Né à Nagoya dans une famille dont le père, Tsutoma Tonegawa, travaillait comme ingénieur pour une entreprise textile, Susumu Tonegawa passa son enfance à se déplacer entre de petites villes du Japon méridional. Adolescent, il fut envoyé à Tokyo pour fréquenter le lycée Hibiya, où il développa un intérêt pour la chimie. Admis à l'Université de Kyoto en 1959, il y obtint sa licence en 1963 et découvrit, en lisant les travaux de François Jacob et Jacques Monod sur la théorie de l'opéron, la biologie moléculaire naissante. Sur les conseils de son directeur de thèse, le professeur Itaru Watanabe, il quitta le Japon pour intégrer l'Université de Californie à San Diego, où il travailla dans le laboratoire de Masaki Hayashi sur le contrôle transcriptionnel du phage lambda. Il y obtint son doctorat en biologie moléculaire en 1968, puis rejoignit l'Institut Salk en postdoctorat dans le laboratoire de Renato Dulbecco, spécialisé dans les virus tumoraux de petite taille.
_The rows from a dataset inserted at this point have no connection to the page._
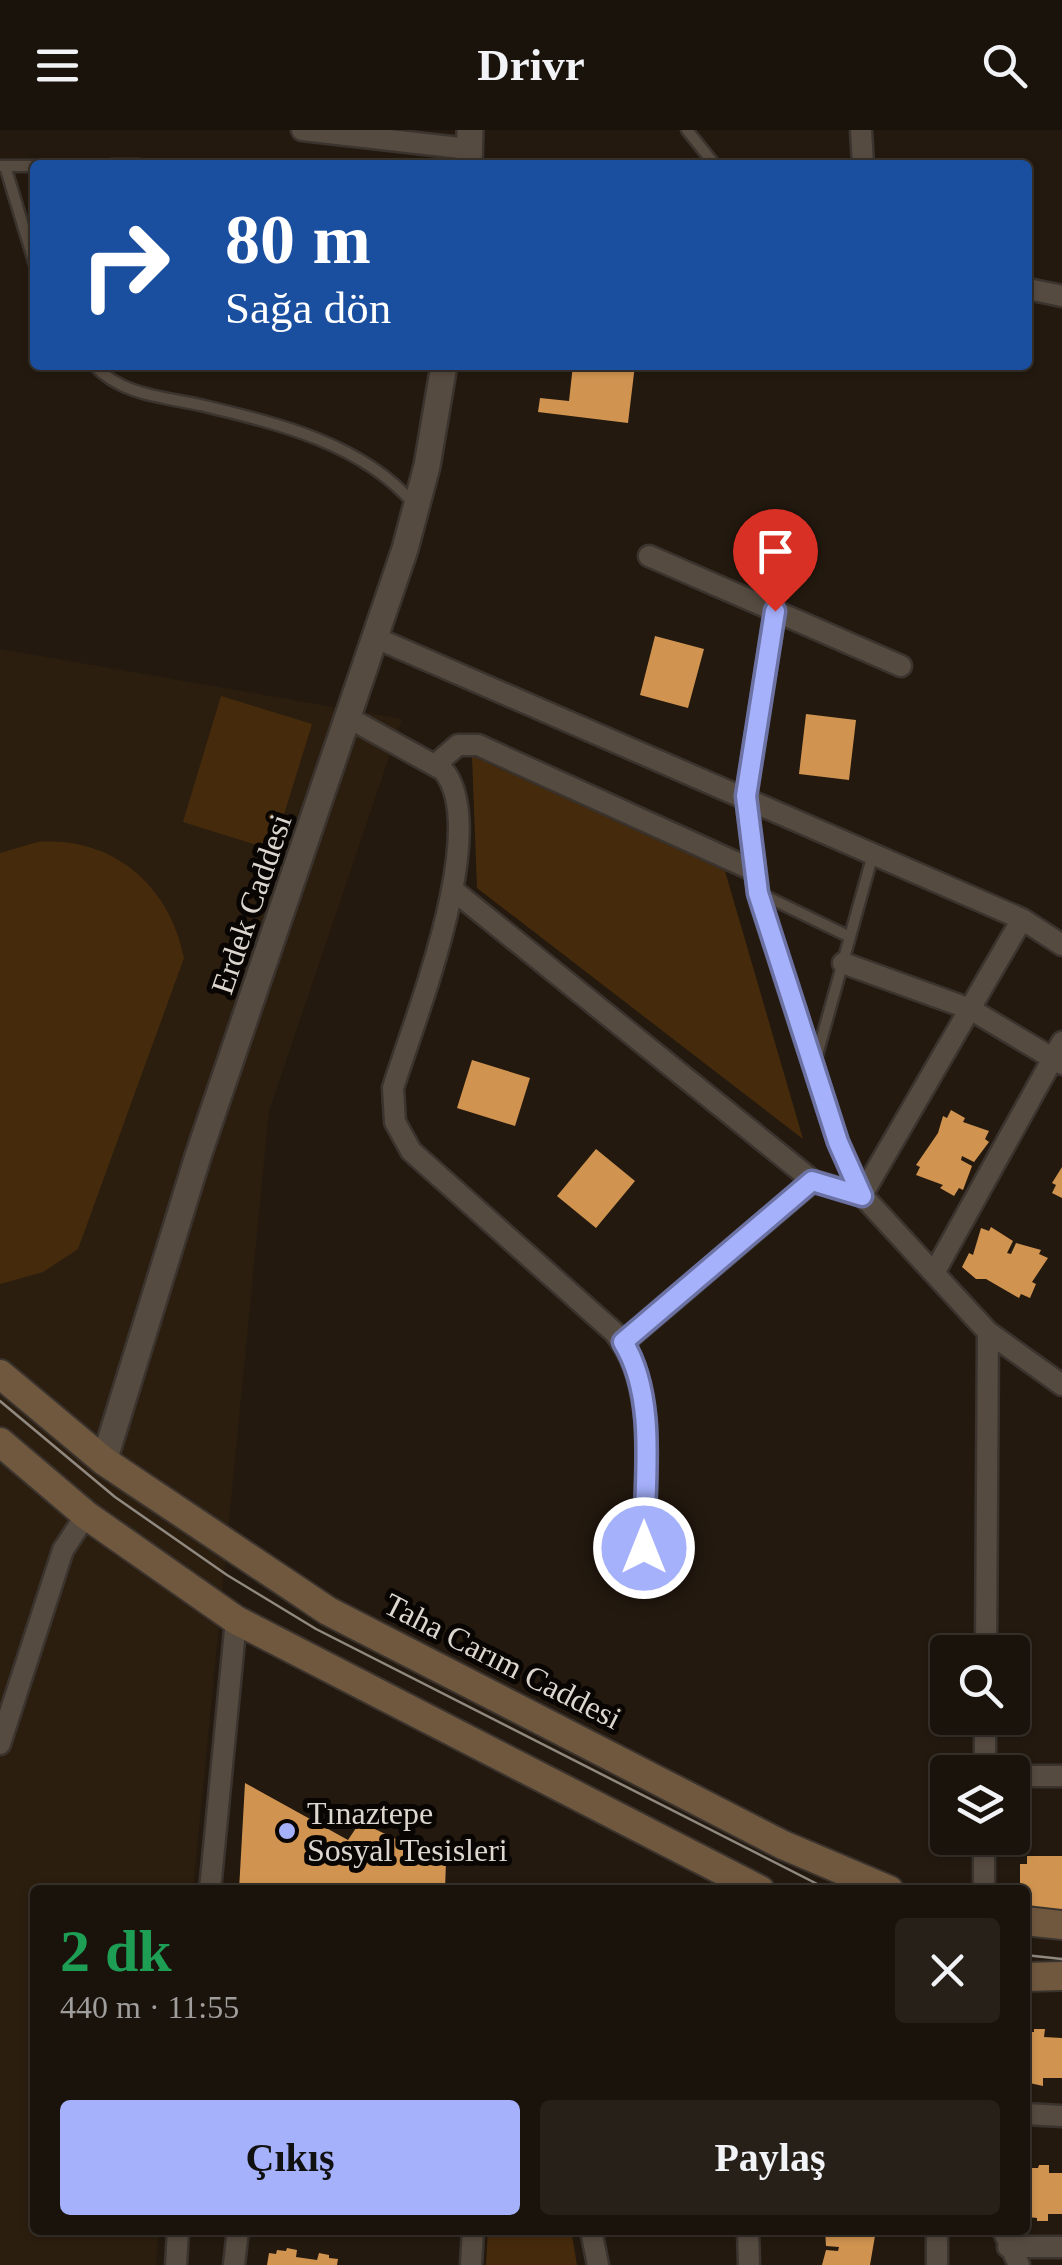 <!DOCTYPE html>
<html lang="tr">
<meta charset="utf-8">
<style>
body{margin:0;font-family:Georgia,serif;background:#272019;color:#f1f3f6;height:100vh;display:flex;flex-direction:column;font-size:38px;white-space:nowrap}
*{box-sizing:border-box;margin:0}
p{font-size:32px;color:#9f9e9d}
.icon{flex:none;width:55px;height:55px;fill:none;stroke:currentColor;stroke-width:2;stroke-linecap:round;stroke-linejoin:round}
.map{position:relative;flex:1;overflow:hidden}
.details{position:absolute;left:30px;top:1755px;width:1000px;height:350px;display:flex;flex-direction:column;background:#1a130b;border-radius:10px;box-shadow:0 2px 8px #0004,0 0 0 2px #38322c}
.details>*{flex:none}
.top-card{position:absolute;left:30px;top:30px;width:1002px;height:210px;border-radius:10px;box-shadow:0 2px 8px #0004,0 0 0 2px #38322c;background:#1a4fa0;color:#fff;overflow:hidden}
.controls{position:absolute;left:930px;top:1505px;display:grid;gap:20px}
.controls a{display:grid;place-items:center;width:100px;height:100px;border-radius:10px;background:#1a130b;box-shadow:0 2px 8px #0004,0 0 0 2px #38322c;font-size:50px}
.pin{position:absolute;display:grid;place-items:center;width:85px;height:85px;color:#fff;margin:-102px -42px;border-radius:50% 50% 50% 0;rotate:-45deg;box-shadow:0 0 10px #0007}
.pin .icon{rotate:45deg}
.me{position:absolute;width:110px;margin:-55px;rotate:0deg;stroke-linejoin:round;filter:drop-shadow(0 0 8px #0008)}
.turn{display:flex;align-items:center;gap:35px;height:210px;padding:0 30px;font-size:45px}
.turn .icon{width:130px;height:130px;stroke-width:2.5}
.turn b{display:block;font-size:70px;line-height:85px}
.round{display:grid;place-items:center;flex:none;width:105px;height:105px;border-radius:10px;background:#272019}
.headline{display:flex;align-items:center;justify-content:space-between;height:170px;padding:0 30px}
h1{font-size:60px;font-weight:800;line-height:75px;color:#1e9e55}
.primary-button{display:flex;gap:20px;margin-top:auto;padding:20px 30px}
.primary-button a{flex:1;height:115px;border-radius:10px;background:#a6b1fc;color:#111;font-size:40px;font-weight:800;line-height:115px;text-align:center}
.primary-button a+a{background:#272019;color:#f1f3f6}
header{display:flex;justify-content:space-between;align-items:center;height:130px;padding:0 30px;background:#1a130b;font-size:45px;font-weight:800}
.map>svg:first-child{display:block}
.built{fill:#2c1e0f}
.green{fill:#452b0c}
.building{fill:#d19450}
.lines{fill:none;stroke-linecap:round;stroke-linejoin:round}
.service-casing{stroke:#3a332e;stroke-width:15}
.minor-casing{stroke:#3a332e;stroke-width:25}
.tertiary-casing{stroke:#3a332e;stroke-width:30}
.secondary-casing{stroke:#3a332e;stroke-width:32}
.service{stroke:#564b40;stroke-width:10}
.minor{stroke:#564b40;stroke-width:20}
.tertiary{stroke:#564b40;stroke-width:25}
.secondary{stroke:#70583e;stroke-width:28}
.tram{stroke:#908980;stroke-width:2.5}
.route-casing{stroke:#6c73a4;stroke-width:25}
.route{stroke:#a6b1fc;stroke-width:18}
.poi-dot{fill:#a6b1fc;stroke:#090503;stroke-width:4}
.labels{text-anchor:middle;dominant-baseline:central;stroke-width:10;stroke-linejoin:round;paint-order:stroke}
.street-label{font-size:32px;fill:#dcd6cf;stroke:#090503}
.poi-label{font-size:32px;fill:#dcd6cf;stroke:#090503;text-anchor:start}
</style>
<header><svg class="icon" aria-label="menu" viewBox="0 0 24 24"><path d="M4 6h16M4 12h16M4 18h16"/></svg>Drivr<svg class="icon" aria-label="search" viewBox="0 0 24 24"><circle cx="10" cy="10" r="6"/><path d="M15 15l6 6"/></svg></header>
<div class="map">
<svg width="1062" height="2135" viewBox="0 0 1062 2135">
<rect width="100%" height="100%" fill="#23190f"/>
<!-- built -->
<path class="built" d="M0 519 402 589 269 981 193 1760H35V2100H159L156 2135H0Z"/>
<!-- green -->
<path class="green" d="M221 566 312 594 273 720 183 692Z
M472 626 725 741 803 1009 477 758Z
M38 712C113 706 170 756 184 828L78 1119 43 1142 0 1154V723Z
M488 2100H571L577 2135H486Z"/>
<!-- building -->
<path class="building" d="M573 235H635L628 293 538 282 540 268 569 271Z
M655 506 704 519 688 578 640 565Z
M806 584 856 590 849 650 799 644Z
M472 930 530 948 515 996 457 978Z
M951 980 965 988 963 992 989 1001 985 1009 989 1012 974 1032 962 1026 961 1030 972 1036 963 1060 959 1058 954 1066 940 1058 943 1055 916 1045 920 1037 916 1035 938 1003 943 986 947 988Z
M596 1019 635 1051 596 1098 557 1066Z
M1062 1037V1068L1052 1063 1056 1055 1052 1053Z
M991 1097 1013 1111 1007 1123 1011 1124 1016 1113 1041 1120 1039 1124 1048 1128 1032 1152 1036 1154 1030 1168 1021 1164 1019 1168 986 1149H976L962 1137 969 1123 973 1125 981 1098 989 1101Z
M245 1653 348 1710 360 1692 419 1720V1729L446 1731 445 1760H239Z
M1027 1726H1062V1785H1027L1025 1760H1020V1734H1027Z
M1034 1899H1045L1044 1907 1062 1908V1948H1043V1956L1025 1952V1902H1034Z
M1039 2035H1049V2043H1062V2084H1048V2091H1037V2088L1028 2087 1025 2083V2042H1029V2038H1038Z
M402 2100H422L421 2105 401 2106Z
M825 2100H876L870 2135H822L826 2120 838 2121 839 2117 826 2116Z
M287 2118 297 2120 296 2127 317 2130 319 2123 329 2125V2128L338 2129 337 2135H267L269 2123 276 2124 277 2120 286 2121Z"/>
<g class="lines">
<defs>
<path id="service" d="M687 0 715 35
M111 35H140
M1 36H35
M5 36 35 135
M94 235C121 265 163 267 200 275 275 293 360 312 413 373
M759 763 850 807
M816 929 873 724"/>
<path id="minor" d="M302 0 469 19
M861 0 863 35
M1028 159 1062 166
M649 426 901 536
M775 481 746 667 759 768 838 1012 862 1065 988 1202 1062 1255
M376 508 1022 789 1062 815
M349 588 443 640C492 698 414 890 393 958L395 992 411 1021 614 1202C660 1257 644 1349 644 1418
M436 634 458 615H478L755 741
M453 760 813 1051 862 1065 1022 789
M843 833 970 879 1062 934
M934 1143 1062 912
M623 1213 813 1051
M986 1522 988 1202
M0 1614 63 1420 86 1385
M985 1642V1588
M1012 1646H1062
M210 1760 236 1490
M984 1760V1708
M1025 1984 1062 1986
M591 2100 598 2135
M748 2100 749 2135
M937 2100V2135
M1003 2100 1019 2135
M1008 2117H1062
M176 2135 178 2100
M234 2135 238 2100
M471 2135 473 2100"/>
<path id="tertiary" d="M469 35 470 0
M104 1331 199 1023 405 419 427 336 444 235"/>
<path id="secondary" d="M0 1244 104 1331 328 1481 783 1715 889 1760
M0 1312 86 1385 236 1490 760 1760
M1025 1791 1062 1795
M1025 1847 1062 1846"/>
</defs>
<!-- service casing -->
<use href="#service" class="service-casing"/>
<!-- minor casing -->
<use href="#minor" class="minor-casing"/>
<!-- tertiary casing -->
<use href="#tertiary" class="tertiary-casing"/>
<!-- secondary casing -->
<use href="#secondary" class="secondary-casing"/>
<!-- service -->
<use href="#service" class="service"/>
<!-- minor -->
<use href="#minor" class="minor"/>
<!-- tertiary -->
<use href="#tertiary" class="tertiary"/>
<!-- secondary -->
<use href="#secondary" class="secondary"/>
<!-- tram -->
<path class="tram" d="M0 1271 115 1367 227 1445 316 1499 829 1760
M1025 1825 1062 1829"/>
</g>
<g class="lines">
<defs>
<path id="route" d="M644 1418C644 1354 658 1268 623 1212L812 1051 862 1066 838 1012 758 763 746 666 775 481"/>
</defs>
<!-- route casing -->
<use href="#route" class="route-casing"/>
<!-- route -->
<use href="#route" class="route"/>
</g>
<!-- markers -->
<circle class="poi-dot" cx="287" cy="1701" r="10"/>
<g class="labels">
<!-- street labels -->
<g class="street-label">
<text transform="translate(251 774) rotate(-71)">Erdek Caddesi</text>
<text transform="translate(503 1531) rotate(27)">Taha Carım Caddesi</text>
</g>
<!-- poi labels -->
<g class="poi-label">
<text x="307" y="1683">Tınaztepe<tspan x="307" dy="37">Sosyal Tesisleri</tspan></text>
</g>
</g>
</svg>
<div class="controls">
<a><svg class="icon" aria-label="search" viewBox="0 0 24 24"><circle cx="10" cy="10" r="6"/><path d="M15 15l6 6"/></svg></a>
<a><svg class="icon" aria-label="layers" viewBox="0 0 24 24"><path d="M12 4l9 5-9 5-9-5zM3 14l9 5 9-5"/></svg></a>
</div>
<div class="pin" style="left:775px;top:481px;background:#d93025"><svg class="icon" aria-label="arrive" viewBox="0 0 24 24"><path d="M6 21V4h12l-3 4 3 4H6"/></svg></div>
<svg class="me" style="left:644px;top:1418px" viewBox="-20 -20 40 40"><circle r="17" fill="#a6b1fc" stroke="#fff" stroke-width="3"/><path d="M0-11L8 9 0 5-8 9z" fill="#fff"/></svg>
<div class="top-card">
<div class="turn"><svg class="icon" aria-label="right" viewBox="0 0 24 24"><path d="M7 20v-9h11M14 6l5 5-5 5"/></svg><div><b>80 m</b>Sağa dön</div></div>
</div>
<section class="details">
<div class="headline"><div><h1>2 dk</h1><p>440 m · 11:55</p></div><a class="round"><svg class="icon" aria-label="close" viewBox="0 0 24 24"><path d="M6 6l12 12M18 6L6 18"/></svg></a></div>
<div class="primary-button"><a>Çıkış</a><a>Paylaş</a></div>
</section>
</div>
En 1970, contraint par l'expiration de son visa américain, Tonegawa accepta un poste à l'Institut d'immunologie de Bâle, en Suisse, sur suggestion de Renato Dulbecco. L'institution, fondée par Hoffmann-La Roche et dirigée par Niels Kaj Jerne, lui permit d'aborder la diversité des anticorps. Avec ses collaborateurs Nobumichi Hozumi et Charles Steinberg, il démontra à partir de 1976 que le matériel génétique se réorganise par recombinaison somatique pour générer des millions d'anticorps distincts : c'est la recombinaison V(D)J. Ces travaux lui valurent en 1987 le prix Nobel seul. En 1981, il rejoignit le MIT sur invitation de Salvador E. Luria et travailla sur les récepteurs des cellules T avant de se tourner vers les neurosciences. Son laboratoire démontra en 2013 qu'il était possible d'implanter de faux souvenirs dans le cerveau de souris par optogénétique, en réactivant un engramme hippocampique lors de la formation d'un nouveau souvenir. Il fut directeur fondateur du Picower Institute for Learning and Memory en 1994 et dirigea l'Institut RIKEN des sciences du cerveau de 2009 à 2017.
1939 : naissance le 5 septembre à Nagoya, Japon, deuxième de trois fils de Tsutoma et Miyoko Tonegawa.
1959 : admission à l'Université de Kyoto, faculté des sciences, département de chimie.
1963 : obtention de la licence à l'Université de Kyoto ; départ pour les États-Unis sur les conseils d'Itaru Watanabe.
1968 : doctorat en biologie moléculaire à l'Université de Californie à San Diego, sous la direction de Masaki Hayashi.
1969 : postdoctorat à l'Institut Salk dans le laboratoire de Renato Dulbecco, San Diego.
1971 : prise de poste à l'Institut d'immunologie de Bâle, Suisse, sous la direction de Niels Kaj Jerne.
1976 : début des expériences clés démontrant la recombinaison somatique des gènes d'anticorps, avec Nobumichi Hozumi et Charles Steinberg.
1981 : nomination au Massachusetts Institute of Technology au Centre de recherche sur le cancer, sur invitation de Salvador E. Luria.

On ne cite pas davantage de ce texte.